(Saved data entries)

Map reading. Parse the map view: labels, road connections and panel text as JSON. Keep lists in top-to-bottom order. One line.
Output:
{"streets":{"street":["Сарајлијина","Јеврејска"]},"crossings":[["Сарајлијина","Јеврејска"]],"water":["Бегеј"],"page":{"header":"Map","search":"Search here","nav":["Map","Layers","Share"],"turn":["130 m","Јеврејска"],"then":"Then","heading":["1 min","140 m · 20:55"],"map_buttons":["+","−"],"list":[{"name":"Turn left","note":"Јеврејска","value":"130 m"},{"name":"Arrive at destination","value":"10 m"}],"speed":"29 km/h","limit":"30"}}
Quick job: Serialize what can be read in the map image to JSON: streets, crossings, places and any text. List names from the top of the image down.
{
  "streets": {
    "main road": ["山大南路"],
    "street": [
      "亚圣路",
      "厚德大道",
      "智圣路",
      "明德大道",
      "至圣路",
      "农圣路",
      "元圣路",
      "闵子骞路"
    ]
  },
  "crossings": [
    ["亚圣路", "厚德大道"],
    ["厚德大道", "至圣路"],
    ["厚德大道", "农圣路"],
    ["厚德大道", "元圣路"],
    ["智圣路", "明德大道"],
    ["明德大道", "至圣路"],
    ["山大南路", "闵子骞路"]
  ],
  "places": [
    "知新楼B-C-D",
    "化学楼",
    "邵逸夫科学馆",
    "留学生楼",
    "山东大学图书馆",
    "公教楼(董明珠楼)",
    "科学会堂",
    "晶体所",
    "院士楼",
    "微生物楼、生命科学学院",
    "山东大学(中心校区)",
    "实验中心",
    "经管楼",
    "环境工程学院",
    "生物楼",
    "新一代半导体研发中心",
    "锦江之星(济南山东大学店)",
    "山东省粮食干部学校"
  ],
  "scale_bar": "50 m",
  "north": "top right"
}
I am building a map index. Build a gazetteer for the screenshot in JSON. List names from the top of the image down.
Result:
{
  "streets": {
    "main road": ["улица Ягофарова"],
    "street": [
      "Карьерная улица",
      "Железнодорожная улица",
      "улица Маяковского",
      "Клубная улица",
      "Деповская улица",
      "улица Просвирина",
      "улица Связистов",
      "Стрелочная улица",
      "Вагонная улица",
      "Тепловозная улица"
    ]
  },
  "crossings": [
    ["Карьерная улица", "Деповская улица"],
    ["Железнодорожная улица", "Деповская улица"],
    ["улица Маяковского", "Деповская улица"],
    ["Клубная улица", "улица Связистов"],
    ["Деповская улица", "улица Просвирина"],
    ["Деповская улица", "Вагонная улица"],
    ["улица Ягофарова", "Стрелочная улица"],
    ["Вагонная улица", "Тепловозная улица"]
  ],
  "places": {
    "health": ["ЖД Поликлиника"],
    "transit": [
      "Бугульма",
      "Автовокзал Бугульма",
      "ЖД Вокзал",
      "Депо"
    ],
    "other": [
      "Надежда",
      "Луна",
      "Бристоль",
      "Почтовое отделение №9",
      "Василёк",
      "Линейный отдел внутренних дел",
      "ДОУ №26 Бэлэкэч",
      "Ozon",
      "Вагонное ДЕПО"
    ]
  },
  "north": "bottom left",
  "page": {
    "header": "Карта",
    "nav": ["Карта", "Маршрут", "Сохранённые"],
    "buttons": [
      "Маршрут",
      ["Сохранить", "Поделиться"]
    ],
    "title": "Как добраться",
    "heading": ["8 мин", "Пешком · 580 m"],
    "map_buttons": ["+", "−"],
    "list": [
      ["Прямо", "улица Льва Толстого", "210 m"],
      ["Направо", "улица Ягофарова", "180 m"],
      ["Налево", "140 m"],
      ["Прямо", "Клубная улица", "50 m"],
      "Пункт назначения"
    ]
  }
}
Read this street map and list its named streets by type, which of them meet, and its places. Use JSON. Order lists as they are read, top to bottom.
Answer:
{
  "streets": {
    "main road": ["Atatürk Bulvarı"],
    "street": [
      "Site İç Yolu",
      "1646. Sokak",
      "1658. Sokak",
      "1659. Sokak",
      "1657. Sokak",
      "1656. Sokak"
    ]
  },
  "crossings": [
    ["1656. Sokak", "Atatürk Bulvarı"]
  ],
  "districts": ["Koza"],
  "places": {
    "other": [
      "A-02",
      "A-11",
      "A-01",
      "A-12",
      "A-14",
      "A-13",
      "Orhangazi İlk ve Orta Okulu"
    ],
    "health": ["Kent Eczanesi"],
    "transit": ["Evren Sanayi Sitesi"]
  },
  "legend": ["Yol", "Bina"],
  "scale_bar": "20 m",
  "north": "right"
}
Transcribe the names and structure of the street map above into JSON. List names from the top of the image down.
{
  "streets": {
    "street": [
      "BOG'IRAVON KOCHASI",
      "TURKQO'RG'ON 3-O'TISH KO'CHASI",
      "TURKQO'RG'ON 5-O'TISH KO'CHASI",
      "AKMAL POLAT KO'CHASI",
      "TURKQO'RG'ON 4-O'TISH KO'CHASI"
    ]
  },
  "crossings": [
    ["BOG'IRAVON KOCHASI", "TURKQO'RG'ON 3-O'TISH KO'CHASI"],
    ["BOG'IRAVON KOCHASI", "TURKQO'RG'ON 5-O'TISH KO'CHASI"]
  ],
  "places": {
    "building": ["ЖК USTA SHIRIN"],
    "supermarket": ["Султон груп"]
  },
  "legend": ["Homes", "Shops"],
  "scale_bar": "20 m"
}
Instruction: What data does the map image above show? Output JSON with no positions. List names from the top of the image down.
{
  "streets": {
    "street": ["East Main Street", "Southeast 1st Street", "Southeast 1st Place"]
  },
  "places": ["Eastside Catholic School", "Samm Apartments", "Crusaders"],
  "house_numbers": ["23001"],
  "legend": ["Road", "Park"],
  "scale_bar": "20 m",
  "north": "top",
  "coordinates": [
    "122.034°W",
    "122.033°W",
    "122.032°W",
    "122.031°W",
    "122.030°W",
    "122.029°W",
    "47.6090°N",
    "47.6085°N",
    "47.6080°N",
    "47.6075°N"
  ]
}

Exercise requirements: Retype each record, matching it exactly.

Reply:
Map reading. Parse the map view: labels, road connections and panel text as JSON. Keep lists in top-to-bottom order. One line.
Output:
{"streets":{"street":["Сарајлијина","Јеврејска"]},"crossings":[["Сарајлијина","Јеврејска"]],"water":["Бегеј"],"page":{"header":"Map","search":"Search here","nav":["Map","Layers","Share"],"turn":["130 m","Јеврејска"],"then":"Then","heading":["1 min","140 m · 20:55"],"map_buttons":["+","−"],"list":[{"name":"Turn left","note":"Јеврејска","value":"130 m"},{"name":"Arrive at destination","value":"10 m"}],"speed":"29 km/h","limit":"30"}}
Quick job: Serialize what can be read in the map image to JSON: streets, crossings, places and any text. List names from the top of the image down.
{
  "streets": {
    "main road": ["山大南路"],
    "street": [
      "亚圣路",
      "厚德大道",
      "智圣路",
      "明德大道",
      "至圣路",
      "农圣路",
      "元圣路",
      "闵子骞路"
    ]
  },
  "crossings": [
    ["亚圣路", "厚德大道"],
    ["厚德大道", "至圣路"],
    ["厚德大道", "农圣路"],
    ["厚德大道", "元圣路"],
    ["智圣路", "明德大道"],
    ["明德大道", "至圣路"],
    ["山大南路", "闵子骞路"]
  ],
  "places": [
    "知新楼B-C-D",
    "化学楼",
    "邵逸夫科学馆",
    "留学生楼",
    "山东大学图书馆",
    "公教楼(董明珠楼)",
    "科学会堂",
    "晶体所",
    "院士楼",
    "微生物楼、生命科学学院",
    "山东大学(中心校区)",
    "实验中心",
    "经管楼",
    "环境工程学院",
    "生物楼",
    "新一代半导体研发中心",
    "锦江之星(济南山东大学店)",
    "山东省粮食干部学校"
  ],
  "scale_bar": "50 m",
  "north": "top right"
}
I am building a map index. Build a gazetteer for the screenshot in JSON. List names from the top of the image down.
Result:
{
  "streets": {
    "main road": ["улица Ягофарова"],
    "street": [
      "Карьерная улица",
      "Железнодорожная улица",
      "улица Маяковского",
      "Клубная улица",
      "Деповская улица",
      "улица Просвирина",
      "улица Связистов",
      "Стрелочная улица",
      "Вагонная улица",
      "Тепловозная улица"
    ]
  },
  "crossings": [
    ["Карьерная улица", "Деповская улица"],
    ["Железнодорожная улица", "Деповская улица"],
    ["улица Маяковского", "Деповская улица"],
    ["Клубная улица", "улица Связистов"],
    ["Деповская улица", "улица Просвирина"],
    ["Деповская улица", "Вагонная улица"],
    ["улица Ягофарова", "Стрелочная улица"],
    ["Вагонная улица", "Тепловозная улица"]
  ],
  "places": {
    "health": ["ЖД Поликлиника"],
    "transit": [
      "Бугульма",
      "Автовокзал Бугульма",
      "ЖД Вокзал",
      "Депо"
    ],
    "other": [
      "Надежда",
      "Луна",
      "Бристоль",
      "Почтовое отделение №9",
      "Василёк",
      "Линейный отдел внутренних дел",
      "ДОУ №26 Бэлэкэч",
      "Ozon",
      "Вагонное ДЕПО"
    ]
  },
  "north": "bottom left",
  "page": {
    "header": "Карта",
    "nav": ["Карта", "Маршрут", "Сохранённые"],
    "buttons": [
      "Маршрут",
      ["Сохранить", "Поделиться"]
    ],
    "title": "Как добраться",
    "heading": ["8 мин", "Пешком · 580 m"],
    "map_buttons": ["+", "−"],
    "list": [
      ["Прямо", "улица Льва Толстого", "210 m"],
      ["Направо", "улица Ягофарова", "180 m"],
      ["Налево", "140 m"],
      ["Прямо", "Клубная улица", "50 m"],
      "Пункт назначения"
    ]
  }
}
Read this street map and list its named streets by type, which of them meet, and its places. Use JSON. Order lists as they are read, top to bottom.
Answer:
{
  "streets": {
    "main road": ["Atatürk Bulvarı"],
    "street": [
      "Site İç Yolu",
      "1646. Sokak",
      "1658. Sokak",
      "1659. Sokak",
      "1657. Sokak",
      "1656. Sokak"
    ]
  },
  "crossings": [
    ["1656. Sokak", "Atatürk Bulvarı"]
  ],
  "districts": ["Koza"],
  "places": {
    "other": [
      "A-02",
      "A-11",
      "A-01",
      "A-12",
      "A-14",
      "A-13",
      "Orhangazi İlk ve Orta Okulu"
    ],
    "health": ["Kent Eczanesi"],
    "transit": ["Evren Sanayi Sitesi"]
  },
  "legend": ["Yol", "Bina"],
  "scale_bar": "20 m",
  "north": "right"
}
Transcribe the names and structure of the street map above into JSON. List names from the top of the image down.
{
  "streets": {
    "street": [
      "BOG'IRAVON KOCHASI",
      "TURKQO'RG'ON 3-O'TISH KO'CHASI",
      "TURKQO'RG'ON 5-O'TISH KO'CHASI",
      "AKMAL POLAT KO'CHASI",
      "TURKQO'RG'ON 4-O'TISH KO'CHASI"
    ]
  },
  "crossings": [
    ["BOG'IRAVON KOCHASI", "TURKQO'RG'ON 3-O'TISH KO'CHASI"],
    ["BOG'IRAVON KOCHASI", "TURKQO'RG'ON 5-O'TISH KO'CHASI"]
  ],
  "places": {
    "building": ["ЖК USTA SHIRIN"],
    "supermarket": ["Султон груп"]
  },
  "legend": ["Homes", "Shops"],
  "scale_bar": "20 m"
}
Instruction: What data does the map image above show? Output JSON with no positions. List names from the top of the image down.
{
  "streets": {
    "street": ["East Main Street", "Southeast 1st Street", "Southeast 1st Place"]
  },
  "places": ["Eastside Catholic School", "Samm Apartments", "Crusaders"],
  "house_numbers": ["23001"],
  "legend": ["Road", "Park"],
  "scale_bar": "20 m",
  "north": "top",
  "coordinates": [
    "122.034°W",
    "122.033°W",
    "122.032°W",
    "122.031°W",
    "122.030°W",
    "122.029°W",
    "47.6090°N",
    "47.6085°N",
    "47.6080°N",
    "47.6075°N"
  ]
}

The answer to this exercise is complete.